[Task directions]
In the material below, which lines hold the word "setLineDash"? Pick each one out.

◇ ◇ ◇

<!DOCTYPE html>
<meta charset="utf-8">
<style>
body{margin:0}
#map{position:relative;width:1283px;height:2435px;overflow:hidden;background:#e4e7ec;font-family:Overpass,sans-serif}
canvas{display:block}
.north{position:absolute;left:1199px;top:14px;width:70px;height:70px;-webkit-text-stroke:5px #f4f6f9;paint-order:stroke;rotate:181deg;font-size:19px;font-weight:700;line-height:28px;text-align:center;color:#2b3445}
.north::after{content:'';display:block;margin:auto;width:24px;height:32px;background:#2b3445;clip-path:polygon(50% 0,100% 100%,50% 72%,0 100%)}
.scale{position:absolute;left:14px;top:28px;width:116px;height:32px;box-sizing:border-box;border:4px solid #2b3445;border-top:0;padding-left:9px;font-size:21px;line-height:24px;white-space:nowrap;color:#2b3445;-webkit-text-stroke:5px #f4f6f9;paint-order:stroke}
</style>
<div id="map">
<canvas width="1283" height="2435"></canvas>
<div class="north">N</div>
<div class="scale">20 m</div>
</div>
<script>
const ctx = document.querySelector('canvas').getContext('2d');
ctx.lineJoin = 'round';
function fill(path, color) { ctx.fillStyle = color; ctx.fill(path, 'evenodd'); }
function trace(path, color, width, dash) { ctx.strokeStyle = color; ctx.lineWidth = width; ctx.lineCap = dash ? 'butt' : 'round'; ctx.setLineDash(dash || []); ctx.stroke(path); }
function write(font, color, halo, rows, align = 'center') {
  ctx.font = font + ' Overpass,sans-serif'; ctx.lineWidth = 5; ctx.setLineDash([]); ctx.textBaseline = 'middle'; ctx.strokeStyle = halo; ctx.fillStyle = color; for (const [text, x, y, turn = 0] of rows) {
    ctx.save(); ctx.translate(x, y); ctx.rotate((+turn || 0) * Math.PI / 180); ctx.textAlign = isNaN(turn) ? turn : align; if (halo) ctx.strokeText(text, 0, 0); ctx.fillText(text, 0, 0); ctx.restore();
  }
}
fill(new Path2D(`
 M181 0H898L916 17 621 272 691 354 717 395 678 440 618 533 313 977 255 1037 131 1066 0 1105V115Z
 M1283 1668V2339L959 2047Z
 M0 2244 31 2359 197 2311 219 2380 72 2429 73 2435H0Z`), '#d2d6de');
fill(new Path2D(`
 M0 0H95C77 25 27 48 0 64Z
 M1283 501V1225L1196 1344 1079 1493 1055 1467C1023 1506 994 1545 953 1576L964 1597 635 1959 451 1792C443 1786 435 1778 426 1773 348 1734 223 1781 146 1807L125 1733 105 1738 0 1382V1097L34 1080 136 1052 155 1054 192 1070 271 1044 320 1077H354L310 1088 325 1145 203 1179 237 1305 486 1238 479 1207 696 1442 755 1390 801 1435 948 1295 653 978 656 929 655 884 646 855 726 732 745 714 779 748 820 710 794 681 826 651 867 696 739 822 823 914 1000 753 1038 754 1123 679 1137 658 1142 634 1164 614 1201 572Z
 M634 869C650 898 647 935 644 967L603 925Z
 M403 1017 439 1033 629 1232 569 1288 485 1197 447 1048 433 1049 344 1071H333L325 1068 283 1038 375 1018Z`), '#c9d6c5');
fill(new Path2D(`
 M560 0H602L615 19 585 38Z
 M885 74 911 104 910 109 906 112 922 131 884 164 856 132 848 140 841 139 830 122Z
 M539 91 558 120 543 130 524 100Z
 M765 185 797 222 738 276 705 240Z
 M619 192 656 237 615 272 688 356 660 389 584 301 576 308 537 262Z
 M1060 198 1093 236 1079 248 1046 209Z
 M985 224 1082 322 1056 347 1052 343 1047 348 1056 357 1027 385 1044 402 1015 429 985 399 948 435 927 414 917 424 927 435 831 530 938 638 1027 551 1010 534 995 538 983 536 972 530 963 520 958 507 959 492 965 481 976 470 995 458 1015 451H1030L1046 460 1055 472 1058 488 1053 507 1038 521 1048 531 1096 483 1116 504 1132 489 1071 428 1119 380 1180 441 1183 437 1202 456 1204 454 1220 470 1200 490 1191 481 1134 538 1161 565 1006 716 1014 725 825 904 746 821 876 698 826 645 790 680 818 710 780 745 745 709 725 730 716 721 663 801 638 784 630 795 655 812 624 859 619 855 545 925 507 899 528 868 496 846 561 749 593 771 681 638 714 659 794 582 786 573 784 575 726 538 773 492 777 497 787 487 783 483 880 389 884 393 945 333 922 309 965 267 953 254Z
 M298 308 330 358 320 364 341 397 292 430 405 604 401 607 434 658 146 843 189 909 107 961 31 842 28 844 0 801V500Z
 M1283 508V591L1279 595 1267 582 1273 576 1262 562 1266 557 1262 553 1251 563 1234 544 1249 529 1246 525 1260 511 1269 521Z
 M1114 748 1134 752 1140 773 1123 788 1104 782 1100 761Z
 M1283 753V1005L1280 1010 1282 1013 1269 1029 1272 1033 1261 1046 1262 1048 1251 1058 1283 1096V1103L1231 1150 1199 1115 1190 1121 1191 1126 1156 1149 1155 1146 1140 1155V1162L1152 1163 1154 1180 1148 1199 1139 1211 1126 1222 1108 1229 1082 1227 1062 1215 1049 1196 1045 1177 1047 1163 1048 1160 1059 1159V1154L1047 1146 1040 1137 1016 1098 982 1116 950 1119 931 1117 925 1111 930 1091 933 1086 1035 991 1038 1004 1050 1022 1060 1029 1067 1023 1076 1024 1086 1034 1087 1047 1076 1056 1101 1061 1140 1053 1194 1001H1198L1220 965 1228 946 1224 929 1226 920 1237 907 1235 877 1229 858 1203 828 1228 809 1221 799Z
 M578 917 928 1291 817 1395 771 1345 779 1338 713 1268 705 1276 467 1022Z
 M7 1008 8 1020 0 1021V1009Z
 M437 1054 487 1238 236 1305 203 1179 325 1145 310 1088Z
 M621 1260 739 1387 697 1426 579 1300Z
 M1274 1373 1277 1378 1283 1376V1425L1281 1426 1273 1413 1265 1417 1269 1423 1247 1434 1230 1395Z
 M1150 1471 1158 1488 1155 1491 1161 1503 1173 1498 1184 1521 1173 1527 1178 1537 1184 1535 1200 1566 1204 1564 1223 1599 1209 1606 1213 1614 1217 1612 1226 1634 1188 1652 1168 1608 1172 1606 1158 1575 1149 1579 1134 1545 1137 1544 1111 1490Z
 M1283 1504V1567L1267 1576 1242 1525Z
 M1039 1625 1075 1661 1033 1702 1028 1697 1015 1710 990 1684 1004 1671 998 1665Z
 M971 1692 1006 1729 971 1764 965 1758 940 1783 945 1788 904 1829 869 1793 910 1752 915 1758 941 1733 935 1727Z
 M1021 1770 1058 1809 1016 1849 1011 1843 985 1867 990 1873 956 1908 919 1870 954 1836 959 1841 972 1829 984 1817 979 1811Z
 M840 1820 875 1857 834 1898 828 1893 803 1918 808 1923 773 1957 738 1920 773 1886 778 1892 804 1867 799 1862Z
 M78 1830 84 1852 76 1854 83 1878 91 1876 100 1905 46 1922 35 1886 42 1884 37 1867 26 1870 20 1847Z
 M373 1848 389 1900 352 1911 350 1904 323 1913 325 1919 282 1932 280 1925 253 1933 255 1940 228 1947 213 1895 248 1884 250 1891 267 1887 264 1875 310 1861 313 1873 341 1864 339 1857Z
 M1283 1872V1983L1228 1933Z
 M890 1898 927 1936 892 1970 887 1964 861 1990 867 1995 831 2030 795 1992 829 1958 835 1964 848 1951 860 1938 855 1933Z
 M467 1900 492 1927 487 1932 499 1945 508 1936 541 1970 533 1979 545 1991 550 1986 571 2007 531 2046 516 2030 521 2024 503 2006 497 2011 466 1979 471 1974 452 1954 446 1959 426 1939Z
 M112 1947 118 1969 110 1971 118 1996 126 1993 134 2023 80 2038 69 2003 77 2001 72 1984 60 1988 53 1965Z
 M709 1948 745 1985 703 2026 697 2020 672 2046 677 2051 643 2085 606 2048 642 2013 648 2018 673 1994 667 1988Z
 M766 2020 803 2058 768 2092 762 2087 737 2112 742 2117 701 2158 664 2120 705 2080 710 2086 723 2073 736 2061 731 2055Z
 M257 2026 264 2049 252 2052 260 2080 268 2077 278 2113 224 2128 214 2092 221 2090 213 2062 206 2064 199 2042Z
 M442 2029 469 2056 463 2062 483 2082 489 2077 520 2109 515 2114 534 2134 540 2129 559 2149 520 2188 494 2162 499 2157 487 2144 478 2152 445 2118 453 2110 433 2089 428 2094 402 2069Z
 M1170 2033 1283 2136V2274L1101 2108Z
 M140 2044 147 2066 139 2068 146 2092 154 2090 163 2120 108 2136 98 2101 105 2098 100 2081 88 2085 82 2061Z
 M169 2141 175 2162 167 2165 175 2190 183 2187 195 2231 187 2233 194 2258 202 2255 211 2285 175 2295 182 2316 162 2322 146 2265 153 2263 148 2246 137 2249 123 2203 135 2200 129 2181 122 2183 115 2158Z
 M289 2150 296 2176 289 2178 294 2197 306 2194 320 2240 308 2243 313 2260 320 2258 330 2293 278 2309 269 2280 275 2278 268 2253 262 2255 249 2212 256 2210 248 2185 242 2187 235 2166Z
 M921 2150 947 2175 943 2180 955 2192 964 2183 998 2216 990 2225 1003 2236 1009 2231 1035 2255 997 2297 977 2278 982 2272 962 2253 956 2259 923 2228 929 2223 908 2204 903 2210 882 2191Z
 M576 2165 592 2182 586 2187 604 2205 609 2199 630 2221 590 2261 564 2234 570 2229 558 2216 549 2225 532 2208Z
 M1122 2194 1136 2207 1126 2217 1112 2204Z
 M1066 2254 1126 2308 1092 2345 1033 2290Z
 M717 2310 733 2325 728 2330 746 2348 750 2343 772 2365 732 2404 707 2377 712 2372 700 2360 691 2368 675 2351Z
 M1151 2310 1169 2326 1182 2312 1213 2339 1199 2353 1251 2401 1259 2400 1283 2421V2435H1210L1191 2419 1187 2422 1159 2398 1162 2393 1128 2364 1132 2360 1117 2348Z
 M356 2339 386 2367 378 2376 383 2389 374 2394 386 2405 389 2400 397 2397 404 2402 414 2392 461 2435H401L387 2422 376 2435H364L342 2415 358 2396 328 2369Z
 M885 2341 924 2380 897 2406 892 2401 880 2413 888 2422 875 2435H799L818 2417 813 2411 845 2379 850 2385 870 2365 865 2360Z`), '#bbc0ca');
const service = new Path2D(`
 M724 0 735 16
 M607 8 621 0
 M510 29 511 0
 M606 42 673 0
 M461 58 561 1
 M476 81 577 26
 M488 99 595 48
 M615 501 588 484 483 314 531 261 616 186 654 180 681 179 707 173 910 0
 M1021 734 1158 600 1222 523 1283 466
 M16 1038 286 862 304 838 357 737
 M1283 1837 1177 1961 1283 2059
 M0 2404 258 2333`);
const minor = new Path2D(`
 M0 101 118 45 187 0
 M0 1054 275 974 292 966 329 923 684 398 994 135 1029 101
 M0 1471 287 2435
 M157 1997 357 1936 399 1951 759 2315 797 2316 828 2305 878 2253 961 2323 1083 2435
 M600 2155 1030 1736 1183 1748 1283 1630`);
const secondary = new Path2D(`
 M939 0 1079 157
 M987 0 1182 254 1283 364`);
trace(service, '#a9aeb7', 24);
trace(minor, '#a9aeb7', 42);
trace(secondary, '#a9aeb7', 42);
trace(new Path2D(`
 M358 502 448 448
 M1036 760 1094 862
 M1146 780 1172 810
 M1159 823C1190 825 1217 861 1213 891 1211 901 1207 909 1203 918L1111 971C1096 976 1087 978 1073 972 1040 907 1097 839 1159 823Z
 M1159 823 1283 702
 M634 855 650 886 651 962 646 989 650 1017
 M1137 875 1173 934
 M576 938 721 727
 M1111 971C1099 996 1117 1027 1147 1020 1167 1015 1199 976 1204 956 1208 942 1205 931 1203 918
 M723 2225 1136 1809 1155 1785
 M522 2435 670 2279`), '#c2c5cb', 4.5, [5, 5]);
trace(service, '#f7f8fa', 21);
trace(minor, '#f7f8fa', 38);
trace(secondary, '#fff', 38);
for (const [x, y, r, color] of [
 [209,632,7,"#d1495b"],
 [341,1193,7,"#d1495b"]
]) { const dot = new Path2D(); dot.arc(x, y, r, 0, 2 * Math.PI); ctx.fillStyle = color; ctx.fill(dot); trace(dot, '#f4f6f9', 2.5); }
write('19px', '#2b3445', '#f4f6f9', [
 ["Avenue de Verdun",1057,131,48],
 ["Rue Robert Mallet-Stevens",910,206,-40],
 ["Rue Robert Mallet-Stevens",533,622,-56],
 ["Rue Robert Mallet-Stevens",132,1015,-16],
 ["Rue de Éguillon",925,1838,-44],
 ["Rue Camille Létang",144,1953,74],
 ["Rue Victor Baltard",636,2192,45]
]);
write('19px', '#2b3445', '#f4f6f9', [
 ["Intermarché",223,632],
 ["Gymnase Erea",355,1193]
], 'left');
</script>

◇ ◇ ◇

[Problem solution]
function trace(path, color, width, dash) { ctx.strokeStyle = color; ctx.lineWidth = width; ctx.lineCap = dash ? 'butt' : 'round'; ctx.setLineDash(dash || []); ctx.stroke(path); }
  ctx.font = font + ' Overpass,sans-serif'; ctx.lineWidth = 5; ctx.setLineDash([]); ctx.textBaseline = 'middle'; ctx.strokeStyle = halo; ctx.fillStyle = color; for (const [text, x, y, turn = 0] of rows) {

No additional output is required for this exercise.